With a rating of 85.64 percent in what was said to be the toughest Bar examination in 13 years, Ingles’ feat gives Ateneo a three-peat of sorts – the third straight year that his university has topped the Bar.

Five others from Ateneo Law School made it to the top 10: Catherine Beatrice King Kay, second place, 84.72 percent; Xavier Jesus Romualdo, fourth, 84.1 percent; Maria Angel Machuca, fifth, 83.99 percent; Marvyn Llamas, eighth, 83.29 percent; and Carlo Martin Li, ninth, 83.27 percent.

Meanwhile, the University of the Philippines College of Law has four graduates among the topnotchers.

April Carmela Lacson placed third with 84.48 percent; Maria Graciela Base, fifth with 83.99 percent; Patrick Henry Salazar, sixth with 83.71 percent; and Francis Paulo Tiopianco, tenth with 83.25 percent.

Aquinas University’s Ralph Karlo Barcelona also made it to the top 10, placing seventh with 83.43 percent.

Only 949 of the 5,343 law graduates who took the exams passed – a passing rate of 17.76 percent.

Among those who passed the Bar is the son of Chief Justice Ma. Lourdes Sereno, Jose Lorenzo.

The top magistrate inhibited from the special session of the Supreme Court yesterday for the approval of the results.

Associate Justice Martin Villarama Jr., chair of the 2012 Bar committee, announced that the justices decided to lower the passing grade from 75 percent to 70 percent in their special session because the original passing rate was “too high.”

Before the adjustment, only 6.86 percent or 361 passers were listed after checking the results.

“In the spirit of the Lenten season, the court was quite liberal this morning,” the magistrate stressed in a press conference before releasing the official list of passers.

Surprise victory

Ingles admitted he was surprised upon learning he topped the Bar exams, which he described as “really very tough.”
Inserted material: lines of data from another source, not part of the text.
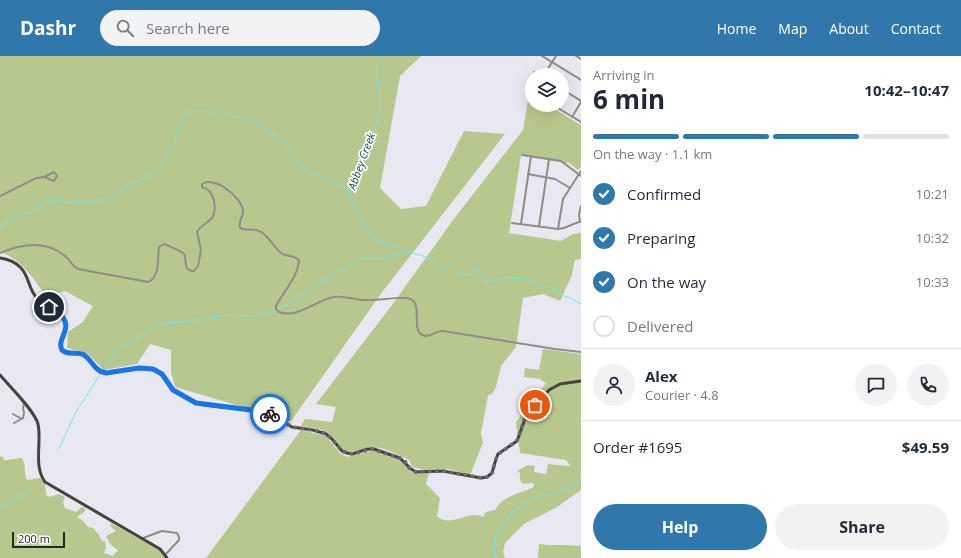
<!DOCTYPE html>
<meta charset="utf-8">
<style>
:root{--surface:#fff;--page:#f2f2f3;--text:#1f2937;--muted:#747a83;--line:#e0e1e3;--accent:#3077ac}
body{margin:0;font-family:"Open Sans",sans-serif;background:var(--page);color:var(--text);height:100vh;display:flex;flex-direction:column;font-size:15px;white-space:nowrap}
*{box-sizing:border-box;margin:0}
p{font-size:13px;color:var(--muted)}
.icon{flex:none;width:22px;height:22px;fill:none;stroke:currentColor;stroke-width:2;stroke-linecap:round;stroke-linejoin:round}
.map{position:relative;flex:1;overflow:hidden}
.side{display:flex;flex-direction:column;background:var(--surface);width:380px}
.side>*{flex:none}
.controls{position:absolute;left:525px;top:12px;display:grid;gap:8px}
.controls a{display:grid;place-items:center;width:44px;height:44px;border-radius:50%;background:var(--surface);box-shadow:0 4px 16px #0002;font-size:20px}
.scale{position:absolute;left:12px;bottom:10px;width:53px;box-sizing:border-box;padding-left:4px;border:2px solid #28282b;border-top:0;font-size:11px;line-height:14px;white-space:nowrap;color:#28282b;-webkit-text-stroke:3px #fff;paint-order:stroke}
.pin{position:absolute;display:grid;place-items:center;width:34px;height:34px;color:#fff;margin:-17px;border:2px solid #fff;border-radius:50%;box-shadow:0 1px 4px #0007}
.courier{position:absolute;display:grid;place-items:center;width:40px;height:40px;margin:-20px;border:3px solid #1a73e8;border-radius:50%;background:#fff;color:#222;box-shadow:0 1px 5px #0007}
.overview em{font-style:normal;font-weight:700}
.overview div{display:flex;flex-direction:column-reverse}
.overview{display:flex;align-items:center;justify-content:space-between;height:68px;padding:0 12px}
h1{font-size:26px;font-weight:700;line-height:30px}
.bar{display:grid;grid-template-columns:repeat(4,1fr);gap:6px 4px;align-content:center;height:48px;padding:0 12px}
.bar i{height:5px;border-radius:3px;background:var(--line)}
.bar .selected{background:var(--accent)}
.bar p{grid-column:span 4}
.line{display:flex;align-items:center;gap:10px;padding:0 12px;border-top:1px solid var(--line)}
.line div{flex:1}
.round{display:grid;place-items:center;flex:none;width:42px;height:42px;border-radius:21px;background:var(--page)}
ol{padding:0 12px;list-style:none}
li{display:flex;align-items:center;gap:12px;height:44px}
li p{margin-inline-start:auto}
li .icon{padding:4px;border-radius:50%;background:var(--accent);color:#fff;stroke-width:4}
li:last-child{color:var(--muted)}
li i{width:22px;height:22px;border:2px solid var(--line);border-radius:50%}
.action{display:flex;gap:8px;margin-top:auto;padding:8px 12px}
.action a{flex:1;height:46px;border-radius:24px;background:var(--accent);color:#fff;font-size:16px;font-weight:700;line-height:46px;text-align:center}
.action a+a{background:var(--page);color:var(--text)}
header{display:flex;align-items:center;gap:24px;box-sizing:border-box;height:56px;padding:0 20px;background:var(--accent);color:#fff}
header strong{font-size:19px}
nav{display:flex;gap:22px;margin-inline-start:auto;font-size:14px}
.search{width:280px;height:36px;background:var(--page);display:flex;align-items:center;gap:10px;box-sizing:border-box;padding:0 14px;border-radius:22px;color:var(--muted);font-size:15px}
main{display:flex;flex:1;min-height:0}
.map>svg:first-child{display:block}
</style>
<header>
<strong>Dashr</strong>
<div class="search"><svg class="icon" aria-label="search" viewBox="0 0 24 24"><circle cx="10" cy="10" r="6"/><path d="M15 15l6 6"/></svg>Search here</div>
<nav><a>Home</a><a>Map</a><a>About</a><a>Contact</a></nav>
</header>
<main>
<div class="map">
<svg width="581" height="502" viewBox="0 0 581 502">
<rect width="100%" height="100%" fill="#e8e8f1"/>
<g fill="#b7c88e">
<path d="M0,0H421L400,20L380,132L401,153L426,150L464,75L505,78L383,235L291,365L175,331L171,316V294L150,288L137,308L104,314L88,298L67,292L68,276L83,266L93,250L65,235L47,241C34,224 22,203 0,196Z"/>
<path d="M529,38L532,39V49H548L581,69V111L578,114L568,106L566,108L561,106L521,99L509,177L561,185L573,178L581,177V203L575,204L572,219L560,245L543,238L523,242L516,291L501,310L496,331L492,338L488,339L481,378L483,387L470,419L449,413L425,414L412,411L409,404C398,399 386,392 374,391C365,391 353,398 346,395C340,393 338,386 333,381C325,373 312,371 301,370L305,363L332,366L336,351L316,348L389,253L453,164L523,74Z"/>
<path d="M543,293L581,298V434L557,451L524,468L505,487L503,496L505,502H206L301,374L326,380L340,397L347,401L375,394L396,401L402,405L411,416L419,418L429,417L426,428L440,442L437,460C448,471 464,458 476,459C479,459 481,460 483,461L486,456L495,454C503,439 520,438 534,431L533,427L523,428L520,424V417L517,415L528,409L535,410L534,416L546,418L548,408L568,410L570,409L566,404L520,397L516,366L546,327L540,323L524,321L525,312L539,314Z"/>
<path d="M2,400L4,404C8,405 18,402 22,402C27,411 23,416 27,424L40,422L45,428L46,439L50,441L59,438L65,441L63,446L65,452L76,456L82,451L86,453L84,456L77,461L82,464L88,471L93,472L99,479L102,485H105L106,491L104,497L113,500L118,494L110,488L106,480L116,475L110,470L111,467L159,494L165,502H0V401Z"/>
<path d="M539,488C553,490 566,488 579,490L581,489V502H538Z"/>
</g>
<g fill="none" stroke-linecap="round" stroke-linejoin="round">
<g stroke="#79e2e6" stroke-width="1">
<path d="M378,0L377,15L380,41L379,58L372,81L358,107L348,135L358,159L371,180L377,184L406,195L430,202L441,213H445L448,209H450C458,218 465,223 475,214H478L485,226L508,222L529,223L540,231H547L559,234V238L570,242L581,248"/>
<path d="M0,171L14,161L34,155L44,145C57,142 70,148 83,147C95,145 108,143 118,137C123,135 126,130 131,128C133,126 136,126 139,125C166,113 176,85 183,59C189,53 199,56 207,56C233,57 263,67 283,86C292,94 294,105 306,114C319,122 336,125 348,134"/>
<path d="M103,314L113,299L119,292L129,286L145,277L155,270L166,267L204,263L218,260L230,259L253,260L266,258L290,247L321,226L361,203C369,201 376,202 384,202C391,201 398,197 406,196"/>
<polyline points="59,393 76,356 101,317"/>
<polyline points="0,451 32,433"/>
<path d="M495,502C495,495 493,488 495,481C499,468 523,445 536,441C541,439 546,440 551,439C562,436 571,429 581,423"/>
</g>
<g stroke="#908c8a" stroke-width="2">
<polyline points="542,0 581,24"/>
<polyline points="576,0 581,3"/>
<polyline points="534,16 539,19"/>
<polyline points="544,19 556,0"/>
<polyline points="562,33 581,45"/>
<polyline points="531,36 532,36"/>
<polyline points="553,49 581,66"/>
<polyline points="572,61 581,46"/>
<polyline points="522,99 561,105 581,120"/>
<polyline points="528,118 555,123 570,132"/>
<polyline points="0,140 36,122 44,121 54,116 57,120 54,125 44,121"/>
<polyline points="580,166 579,159 581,150"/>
<polyline points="512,167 558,173 564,172 581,165"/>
<polyline points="521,168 531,100"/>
<polyline points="539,170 549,103"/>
<polyline points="558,173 563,143 581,115"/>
<path d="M0,197C21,188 46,184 65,200C70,204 72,210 78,213L148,226C161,220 157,202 159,191L164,188C167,189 183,196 184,198C188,204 181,214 194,215L198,210L201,194L197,176C200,170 206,168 211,163C217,157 215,142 210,136C208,133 205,132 202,131V128C215,120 240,140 243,154C244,160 238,165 240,172C246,175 253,172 259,175C269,179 273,191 281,197C287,201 294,199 299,204C298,221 283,236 276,250V253L279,256C298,263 316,244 334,241C343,239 354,244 364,244C378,245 392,241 406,242C427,243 407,278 426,280C432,280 437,274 443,275L555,293L581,296"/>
<polyline points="13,358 22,363"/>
<polyline points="14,367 23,362 24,357 23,352 24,348"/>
<polyline points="143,482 162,475 177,477 179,481 179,484 165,499"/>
</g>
<g stroke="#48423f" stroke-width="3">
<path d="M0,202C7,203 15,206 20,211C29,219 28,232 36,241C44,250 60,253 65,264C70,276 57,284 62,294C68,299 74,296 81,298C89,301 93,311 100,316L110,317L139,312L155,314L164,320L172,333L193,345L204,349L266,356L292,371L313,374L326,378L332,383L342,395L347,397L352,398L368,393H374L400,402L411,413L416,416L443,415L481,422L487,421L492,417L496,403L498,398L517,385L525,363L549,334L560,328L581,325"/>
<path d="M0,319C10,331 34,354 38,368C42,387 33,409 45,426L160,493L167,502"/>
</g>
</g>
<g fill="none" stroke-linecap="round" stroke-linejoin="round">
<polyline stroke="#6b6b70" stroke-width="4" stroke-dasharray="0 7.2" points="270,358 292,371 314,374 326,378 332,383 342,395 347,397 352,398 372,393 400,402 405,405 409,412 416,416 443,415 483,422 487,421 492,417 496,403 500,397 517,385 524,364 535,349"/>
<path stroke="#1a73e8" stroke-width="5" d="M49,251C53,254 59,256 62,260C73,274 56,283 62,294C69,300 77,295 84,299C93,305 94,315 106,317L139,312L153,313L162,318L173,334L196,347L259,355L270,358"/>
</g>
<g text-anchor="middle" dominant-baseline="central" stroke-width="3.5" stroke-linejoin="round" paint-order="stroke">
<g font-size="11" font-style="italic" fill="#1b4b4d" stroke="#fff">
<text transform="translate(361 105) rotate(-70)">Abbey Creek</text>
</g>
</g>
</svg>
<div class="controls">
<a><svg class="icon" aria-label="layers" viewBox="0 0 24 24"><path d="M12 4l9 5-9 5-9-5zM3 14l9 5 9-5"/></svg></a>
</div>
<div class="scale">200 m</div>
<div class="pin" style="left:535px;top:349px;background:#ea580c"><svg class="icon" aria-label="bag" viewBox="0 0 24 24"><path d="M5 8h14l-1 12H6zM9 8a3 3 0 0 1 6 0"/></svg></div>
<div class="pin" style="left:49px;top:251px;background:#1f2937"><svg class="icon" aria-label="home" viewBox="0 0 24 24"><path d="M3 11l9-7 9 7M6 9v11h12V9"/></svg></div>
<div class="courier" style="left:270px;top:358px"><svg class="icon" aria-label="bike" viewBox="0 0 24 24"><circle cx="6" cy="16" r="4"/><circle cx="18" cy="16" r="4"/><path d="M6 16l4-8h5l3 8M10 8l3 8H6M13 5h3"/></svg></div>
</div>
<section class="side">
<div class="overview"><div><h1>6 min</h1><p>Arriving in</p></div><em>10:42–10:47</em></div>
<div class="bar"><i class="selected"></i><i class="selected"></i><i class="selected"></i><i></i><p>On the way · 1.1 km</p></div>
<ol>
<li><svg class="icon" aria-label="check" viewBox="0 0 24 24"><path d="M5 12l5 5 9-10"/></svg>Confirmed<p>10:21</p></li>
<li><svg class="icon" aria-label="check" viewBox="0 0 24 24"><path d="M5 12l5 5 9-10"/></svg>Preparing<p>10:32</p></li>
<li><svg class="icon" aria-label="check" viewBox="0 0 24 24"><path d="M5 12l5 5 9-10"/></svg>On the way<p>10:33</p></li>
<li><i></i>Delivered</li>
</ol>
<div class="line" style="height:72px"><a class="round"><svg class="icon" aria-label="person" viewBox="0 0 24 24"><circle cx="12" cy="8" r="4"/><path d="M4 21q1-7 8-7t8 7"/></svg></a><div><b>Alex</b><p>Courier · 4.8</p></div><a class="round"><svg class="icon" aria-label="chat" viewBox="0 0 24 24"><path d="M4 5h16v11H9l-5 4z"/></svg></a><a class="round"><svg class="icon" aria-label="phone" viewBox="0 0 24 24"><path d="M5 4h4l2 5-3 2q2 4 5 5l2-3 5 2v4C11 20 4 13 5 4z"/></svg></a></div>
<div class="line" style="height:52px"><div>Order #1695</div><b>$49.59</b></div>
<div class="action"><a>Help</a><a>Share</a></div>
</section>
</main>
“It was really confusing. For example, in remedial law there were 100 MCQ (multiple-choice questions) questions and then at the end you still have to answer essay-type. So it was really draining because it was all under time pressure,” he recalled.

He also admitted he was pressured even more when his two close friends – Cesareo Antonio Singzon Jr. and Raoul Angelo Atadero – topped the Bar exams in the past two years.

“When Ari (Singzon) topped the Bar in 2010, we pressured Anj (Atadero) when he took the Bar the next year. And when Anj made it, it was my turn to be pressured,” Ingles revealed.

Ingles, whose father is also a lawyer, shared some secrets to his journey to the top: “If you really want to do well in the Bar you have to start from Day 1. It doesn’t start when you graduate from law school. It starts once you enter law school – you start training your brain so that you can do well in the Bar.”

But the former collegiate football varsity player, who was part of the Ateneo champion team in the University Athletics Association of the Philippines in 2006 and 2007, also took some time off from studies to play his favorite sport.

“There were times in law school that I would rather be playing in the football field than study in the library but it worked out well,” he said.

His love for sports also inspired him to pursue a career in sports law.

For the meantime, the 29-year-old Ingles said he plans to continue working for the Salvador and Perez law firm in Makati City.

Ingles and other Bar passers will take their oath on April 24 at 2 p.m. at the Philippine International Convention Center.

They may secure their clearances from the Office of the Bar Confidant during office hours, Monday to Friday, beginning April 1, 2013 from 8:30 a.m. to 5 p.m.